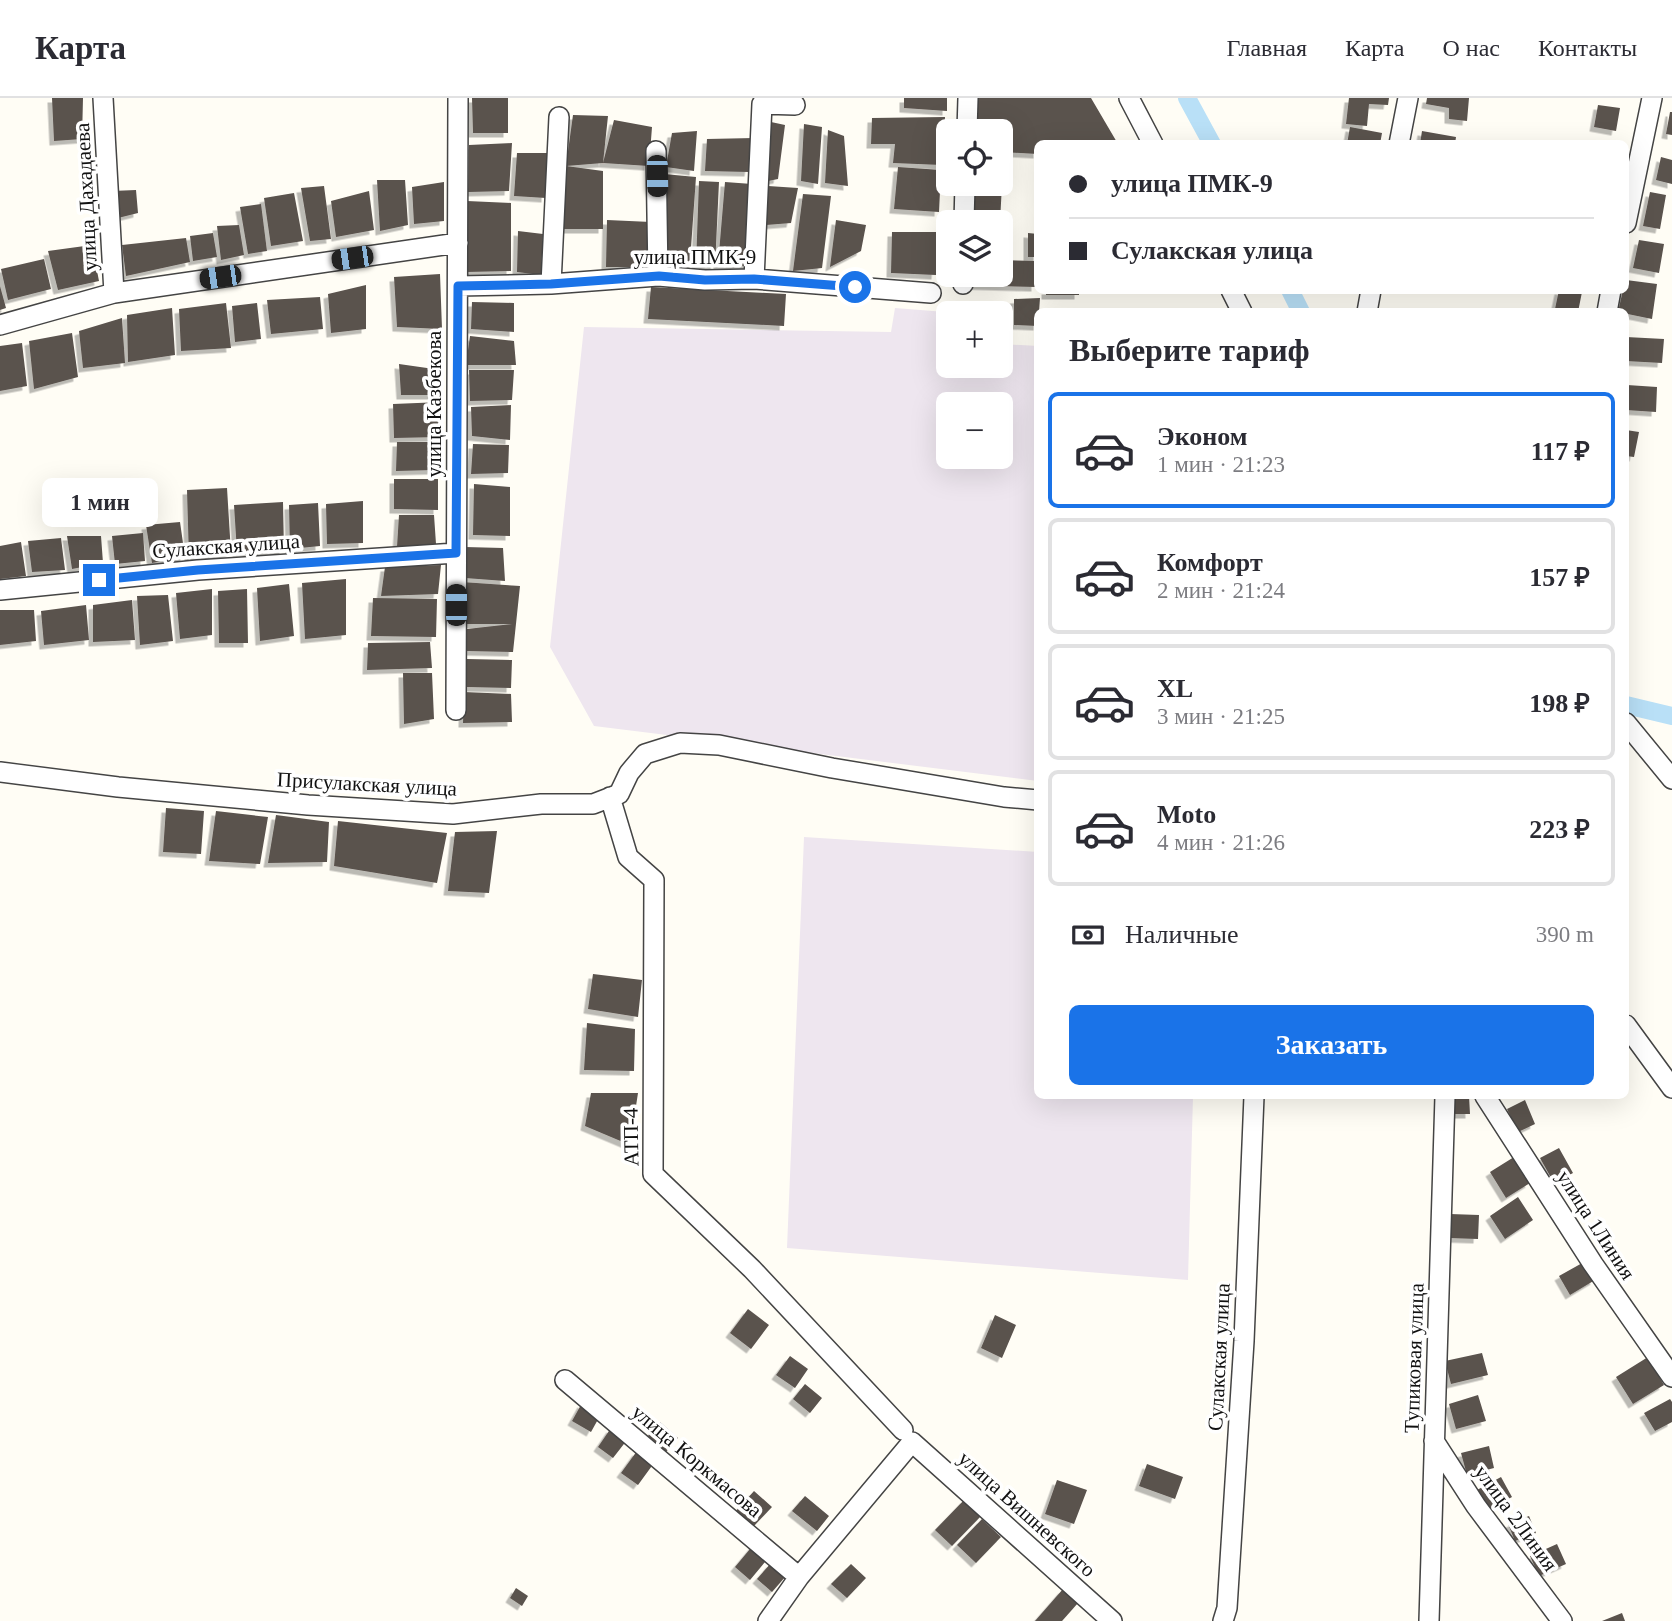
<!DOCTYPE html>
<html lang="ru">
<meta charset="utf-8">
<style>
:root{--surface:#fff;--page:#f7f7f7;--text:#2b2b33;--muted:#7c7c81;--line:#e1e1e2;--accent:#1a73e8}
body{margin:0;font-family:Georgia,serif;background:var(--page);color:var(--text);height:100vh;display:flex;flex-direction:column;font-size:26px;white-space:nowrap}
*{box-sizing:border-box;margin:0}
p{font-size:23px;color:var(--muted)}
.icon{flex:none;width:38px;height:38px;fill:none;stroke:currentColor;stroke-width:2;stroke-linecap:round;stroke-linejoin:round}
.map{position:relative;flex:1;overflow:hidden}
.panel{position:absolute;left:1034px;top:210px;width:595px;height:791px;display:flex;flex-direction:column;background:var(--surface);border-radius:10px;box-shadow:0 7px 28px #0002}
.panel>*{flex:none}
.top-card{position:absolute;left:1034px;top:42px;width:595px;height:154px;border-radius:10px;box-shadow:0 7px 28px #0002;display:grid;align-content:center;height:154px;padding:0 35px;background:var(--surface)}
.fabs{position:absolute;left:936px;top:21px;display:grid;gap:14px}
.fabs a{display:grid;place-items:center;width:77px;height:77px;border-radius:10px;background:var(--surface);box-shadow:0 7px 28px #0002;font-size:35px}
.end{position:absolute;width:32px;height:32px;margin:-16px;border:9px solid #1a73e8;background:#fff;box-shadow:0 0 0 4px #fff}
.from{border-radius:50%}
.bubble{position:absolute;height:49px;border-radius:10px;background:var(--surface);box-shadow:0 7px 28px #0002;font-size:23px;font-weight:600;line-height:49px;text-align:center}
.car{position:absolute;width:21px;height:42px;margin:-21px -10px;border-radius:9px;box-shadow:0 0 5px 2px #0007;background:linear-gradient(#222 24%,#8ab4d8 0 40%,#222 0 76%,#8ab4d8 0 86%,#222 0)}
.top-card b{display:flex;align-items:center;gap:24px;height:66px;font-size:26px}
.top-card b+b{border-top:2px solid var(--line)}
.top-card i{width:18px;height:18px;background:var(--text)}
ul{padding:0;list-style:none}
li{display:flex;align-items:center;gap:21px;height:116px;margin:0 14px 10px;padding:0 21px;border:4px solid var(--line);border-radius:10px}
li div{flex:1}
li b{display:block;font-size:26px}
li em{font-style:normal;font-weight:600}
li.active{border-color:var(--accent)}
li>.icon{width:63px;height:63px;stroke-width:1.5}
h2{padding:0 35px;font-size:32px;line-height:84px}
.pay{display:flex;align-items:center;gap:18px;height:77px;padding:0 35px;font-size:26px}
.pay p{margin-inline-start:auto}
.cta{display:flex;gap:14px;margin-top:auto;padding:14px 35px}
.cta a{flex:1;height:80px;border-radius:10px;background:var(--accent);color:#fff;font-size:28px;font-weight:600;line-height:80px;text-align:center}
header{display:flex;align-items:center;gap:42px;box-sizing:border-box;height:98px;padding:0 35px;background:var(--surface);border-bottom:2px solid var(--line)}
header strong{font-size:33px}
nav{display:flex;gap:38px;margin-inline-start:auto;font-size:24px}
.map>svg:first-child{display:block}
.industrial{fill:#eee6ef;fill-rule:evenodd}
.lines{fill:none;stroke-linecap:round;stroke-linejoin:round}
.canal{stroke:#b9e0f7;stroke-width:18}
.building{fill:#5a524d;filter:url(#shadow)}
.street-casing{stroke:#444;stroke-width:22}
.street{stroke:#fff;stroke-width:19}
.route{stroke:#1a73e8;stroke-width:9}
.labels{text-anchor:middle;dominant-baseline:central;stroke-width:7;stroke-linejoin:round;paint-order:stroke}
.street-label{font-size:21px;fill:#111;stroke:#fff}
</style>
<header>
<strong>Карта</strong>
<nav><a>Главная</a><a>Карта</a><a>О нас</a><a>Контакты</a></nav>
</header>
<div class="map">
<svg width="1672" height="1523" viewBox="0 0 1672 1523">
<defs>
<filter id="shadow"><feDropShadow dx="-4.5" dy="4.5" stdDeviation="0" flood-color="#0004"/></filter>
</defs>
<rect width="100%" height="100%" fill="#fffdf5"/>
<path class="industrial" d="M895,210l63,5h-10v53h53v-22l37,2v435l-444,-55 -44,-79 34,-320 307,5zM948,306h53v53h-53z
M804,739l234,15v244h155l-5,184 -401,-32z"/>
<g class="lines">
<path class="canal" d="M1187,0l25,46
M1290,192l11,22
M1626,607l46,11"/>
</g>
<path class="building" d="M52,0h31l-1,41 -28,2z
M472,0h36v35h-35z
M904,0h43v13l-43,-3z
M974,0h117l27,46h-80v10l-37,-2v-21h-28z
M1349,0h40l-1,7 -19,-1 -2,22 -21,-2z
M1427,0h42l-2,23 -18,-2v-11l-23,-4z
M1598,7l22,3 -4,23 -22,-4z
M1670,14h2v23l-6,-1z
M573,17l35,1 -5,47 -37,3 37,5v58h-40l3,-63z
M945,19l-3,48 -49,-2 2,-19h-24l1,-26z
M614,22l38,7 -3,39 -46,-3z
M771,24l14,3 -7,54 -10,2z
M804,26l18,3 -4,57 -17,-3z
M1350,29l32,6 -2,11h-33z
M828,32l16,6 4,50 -23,-3z
M697,33l-3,40 -28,-4 6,-34z
M1422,33l34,6 -1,7h-35z
M754,40l-5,34 -44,-1 2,-32z
M512,45l-3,48 -41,1 1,-47z
M517,55h30l-1,45 -32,-2z
M1661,59l11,3v24l-16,-4z
M898,69l43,3 -2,42 -45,-3z
M664,76l32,3 -6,85 -28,4z
M377,82h28l3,45 -28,6z
M699,83l20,1 -4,85 -19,-2z
M444,84v39l-30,3 -2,-37z
M725,84l27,2 -4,82 -30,-1z
M969,86h33l-2,38h-32z
M324,88l7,53 -21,2 -9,-53z
M768,88l30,2 -7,35 -25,2z
M136,92l2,23 -24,6 -2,-28z
M369,93l5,39 -38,7 -5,-36z
M1650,94l16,3 -6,34 -17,-3z
M294,95l9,48 -32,5 -7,-48z
M803,96l28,2 -9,72 -29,3z
M467,103l44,2v68l-45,1z
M261,106l6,47 -19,3 -8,-47z
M607,122l44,2v45h-45z
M836,122l30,5 -5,26 -31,16z
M239,127l5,30 -23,5 -4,-34z
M518,133l25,3 -2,41 -24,-3z
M892,134h47l-3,43 -45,-2z
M213,135l4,24 -24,4 -3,-25z
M1028,135l10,1v23h-10z
M186,140l4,24 -64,14 -4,-31z
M1639,142l25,4 -5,29 -26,-5z
M92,147l7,36 -41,9 -10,-39z
M44,161l7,30 -43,11 -7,-31z
M1001,162l34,1 1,26 -69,-2v-10h34z
M440,176l2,55 -45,-2 -3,-50z
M1626,182l31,4 -5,35 -34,-7 5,-22h3z
M366,187v44l-35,4 -3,-39z
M0,188l6,22 -6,2z
M651,189l135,7 -2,32 -136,-7z
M1046,192h33v5h-33z
M1559,192l23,2 -4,20 -23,-3z
M320,199l3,32 -52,5 -4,-34z
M1040,200l-2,28 -24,-1v-26z
M472,204l42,1v29l-43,-3z
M226,205l5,45 -50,3 -2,-42z
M257,205l4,36 -26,3 -3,-36z
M172,210l3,47 -47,7 -1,-47z
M122,220l3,45 -42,5 -4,-37z
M72,235l6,44 -44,12 -5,-48z
M470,238l44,5 2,24h-50z
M1626,239l38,2 -2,24 -36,-2z
M22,245l5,43 -27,5v-45z
M399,266l42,6 -2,25h-38z
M469,272h45l-2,30 -42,1z
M1627,287l30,2 -1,25 -30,-2z
M442,304l-2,35 -46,1 -1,-34z
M511,307l-1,35 -38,-4 -1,-29z
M1626,332l13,2 -5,25 -8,-1z
M397,344h38v28l-39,1z
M473,346l36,1 -1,28 -37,1z
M394,381h44v31l-44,-1z
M474,386l36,3v49l-37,-1z
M227,390l4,65 -42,5 -2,-68z
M363,403v42l-36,1 -1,-40z
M283,404l1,48 -47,2 -3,-47z
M318,405l2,43 -30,3 -1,-44z
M399,417h35l2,29 -39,3z
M180,424l5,35 -33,6 -6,-38z
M143,435l2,28 -30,3 -3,-28z
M67,438h34l2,27 -31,6z
M61,440l4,32 -33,2 -4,-31z
M21,444l5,34 -26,3v-33z
M465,449l38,1 2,33 -40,-3z
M441,467l-3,29 -57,2 4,-29z
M346,481v56l-41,4 -3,-56z
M462,484l58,4 -7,66 -47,-1 1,-22 45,-5h-48z
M289,486l5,52 -34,5 -3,-53z
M212,491v46l-32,4 -4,-46z
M247,491l1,54h-29l-1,-52z
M168,497l5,46 -33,4 -3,-49z
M373,500l64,1 -1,38 -65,-1z
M132,502l3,40 -42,2v-37z
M86,507l3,35 -45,5 -3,-34z
M0,512h34l2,31 -36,4z
M430,544l2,26 -65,2 1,-27z
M467,561l45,1 -1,28 -44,-1z
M403,575h29l2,46 -30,5z
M464,594l47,2 1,28 -49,1z
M166,710l38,3 -3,43 -38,-2z
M216,713l52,6 -8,47 -51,-3z
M276,717l53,7 -2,40 -59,1z
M338,723l109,12 -10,50 -103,-17z
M497,733l-8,62 -41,-2 7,-59z
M593,876l49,6 -4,37 -50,-8z
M587,925l48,6 -1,42 -50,-1z
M591,995h47l-8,52 -45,-19z
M1452,998h17l1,18h-17z
M1525,1002l10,24 -17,8 -11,-23z
M1559,1050l14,25 -19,10 -14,-25z
M1514,1059l16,26 -24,15 -16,-26z
M1518,1099l15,23 -28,19 -15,-23z
M1450,1116l29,1 -1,24 -29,-1z
M1584,1164l11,18 -25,15 -11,-19z
M748,1211l21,16 -18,24 -21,-16z
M995,1217l21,10 -14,33 -21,-10z
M1482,1255l6,22 -37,9 -6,-23z
M790,1258l18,13 -13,19 -19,-13z
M1648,1259l16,28 -31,19 -17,-27z
M805,1286l17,14 -12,15 -17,-14z
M1478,1297l8,26 -30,8 -7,-25z
M1670,1301l2,3v20l-17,9 -11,-18z
M582,1305l19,11 -10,18 -19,-11z
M660,1324l18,16 -12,14 -18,-16z
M611,1330l16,12 -14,18 -15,-11z
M1489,1348l5,22 -27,7 -6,-22z
M637,1353l17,12 -16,22 -17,-12z
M1147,1366l36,13 -8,22 -36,-13z
M1501,1379l11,20 -24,13 -11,-20z
M1057,1382l30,10 -13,34 -29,-10z
M754,1393l18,16 -19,20 -17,-16z
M805,1398l24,20 -12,15 -25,-20z
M965,1401l17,16 -30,31 -17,-16z
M1529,1418l7,17 -21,8 -7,-17z
M982,1421l19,18 -25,26 -19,-18z
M755,1445l15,13 -20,24 -15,-13z
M1557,1446l9,20 -27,12 -9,-20z
M771,1465l15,13 -14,16 -15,-13z
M851,1466l15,14 -19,20 -16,-14z
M516,1490l12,8 -6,10 -12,-8z
M1063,1491l15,14 -16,18h-27z
M1622,1515l3,8h-23z"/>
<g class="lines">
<g class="street-casing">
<path id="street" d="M103,0l11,195
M1129,0l24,46
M967,33l1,-33
M1399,46l9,-46
M656,53l2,125
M964,124l1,-38
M1626,125l26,-125
M754,181l8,-175 33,1
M551,186l8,-167
M963,186v-9
M458,188l93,-2 107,-8 47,4 49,-1 177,14
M1231,192l11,22
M1367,214l4,-22
M1607,214l4,-22
M0,227l114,-32 344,-50
M0,492l198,-20 258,-17
M456,612l2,-612
M1626,625l46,56
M0,674l118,15 190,18 145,9 88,-10h52l26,-10 10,-21 16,-19 35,-11 39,2 113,23 172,29 34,3
M610,699l18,60 26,23 -1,294 99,95 151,161
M1626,927l46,63
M1485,998l108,168 79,113
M565,1282l234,197
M1434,1343l42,65 86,115
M768,1523l31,-44 113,-135 200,179
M1223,1523l4,-13 17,-267 10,-245
M1429,1523l16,-525"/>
</g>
<use href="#street" class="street"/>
</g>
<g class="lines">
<path class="route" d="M99,482l99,-10 258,-17 2,-267 93,-2 108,-8 46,4 49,-1 101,8"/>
</g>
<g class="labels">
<g class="street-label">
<text transform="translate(86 99) rotate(-93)">улица Дахадаева</text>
<text x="695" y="159">улица ПМК-9</text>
<text transform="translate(434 306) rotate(-90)">улица Казбекова</text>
<text transform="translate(226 448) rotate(-4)">Сулакская улица</text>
<text transform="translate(367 686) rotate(3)">Присулакская улица</text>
<text transform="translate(631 1039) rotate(-91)">АТП-4</text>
<text transform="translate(1596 1127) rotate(57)">улица 1Линия</text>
<text transform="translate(1219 1259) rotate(-87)">Сулакская улица</text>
<text transform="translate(1414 1260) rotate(-88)">Тупиковая улица</text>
<text transform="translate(697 1363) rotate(40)">улица Коркмасова</text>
<text transform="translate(1027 1416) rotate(42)">улица Вишневского</text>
<text transform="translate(1516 1420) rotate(54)">улица 2Линия</text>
</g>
</g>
</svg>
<div class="fabs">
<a><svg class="icon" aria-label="locate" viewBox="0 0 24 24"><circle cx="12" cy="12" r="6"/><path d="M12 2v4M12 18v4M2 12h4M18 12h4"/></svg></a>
<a><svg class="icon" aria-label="layers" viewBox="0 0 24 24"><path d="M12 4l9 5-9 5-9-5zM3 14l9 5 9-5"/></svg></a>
<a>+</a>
<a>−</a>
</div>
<i class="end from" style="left:855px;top:189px"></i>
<i class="end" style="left:99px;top:482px"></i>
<div class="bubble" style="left:42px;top:380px;width:116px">1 мин</div>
<i class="car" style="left:657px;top:78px;rotate:179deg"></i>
<i class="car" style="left:352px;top:160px;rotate:262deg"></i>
<i class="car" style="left:220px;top:179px;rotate:262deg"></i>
<i class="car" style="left:456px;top:507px;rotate:0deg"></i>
<div class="top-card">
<b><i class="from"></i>улица ПМК-9</b>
<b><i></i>Сулакская улица</b>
</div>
<section class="panel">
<h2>Выберите тариф</h2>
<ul>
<li class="active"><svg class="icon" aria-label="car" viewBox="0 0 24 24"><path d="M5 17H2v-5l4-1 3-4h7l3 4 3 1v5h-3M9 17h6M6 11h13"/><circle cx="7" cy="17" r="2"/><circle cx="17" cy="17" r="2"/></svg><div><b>Эконом</b><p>1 мин · 21:23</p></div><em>117 ₽</em></li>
<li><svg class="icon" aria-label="car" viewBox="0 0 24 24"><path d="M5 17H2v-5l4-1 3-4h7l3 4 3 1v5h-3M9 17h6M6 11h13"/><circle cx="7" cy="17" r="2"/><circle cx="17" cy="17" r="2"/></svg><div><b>Комфорт</b><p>2 мин · 21:24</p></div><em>157 ₽</em></li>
<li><svg class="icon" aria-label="car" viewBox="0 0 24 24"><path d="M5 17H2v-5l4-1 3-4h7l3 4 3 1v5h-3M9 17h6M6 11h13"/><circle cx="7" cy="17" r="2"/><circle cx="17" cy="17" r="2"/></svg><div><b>XL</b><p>3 мин · 21:25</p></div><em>198 ₽</em></li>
<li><svg class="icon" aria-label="car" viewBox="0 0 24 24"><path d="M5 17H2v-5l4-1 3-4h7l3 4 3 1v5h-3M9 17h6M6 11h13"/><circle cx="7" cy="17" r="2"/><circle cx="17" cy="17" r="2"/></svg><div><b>Moto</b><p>4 мин · 21:26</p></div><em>223 ₽</em></li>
</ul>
<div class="pay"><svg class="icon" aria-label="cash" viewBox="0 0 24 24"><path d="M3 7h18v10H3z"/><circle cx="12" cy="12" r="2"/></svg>Наличные<p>390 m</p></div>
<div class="cta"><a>Заказать</a></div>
</section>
</div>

_ _ _

Lines above containing "margin": how many? Reply with the number only.

8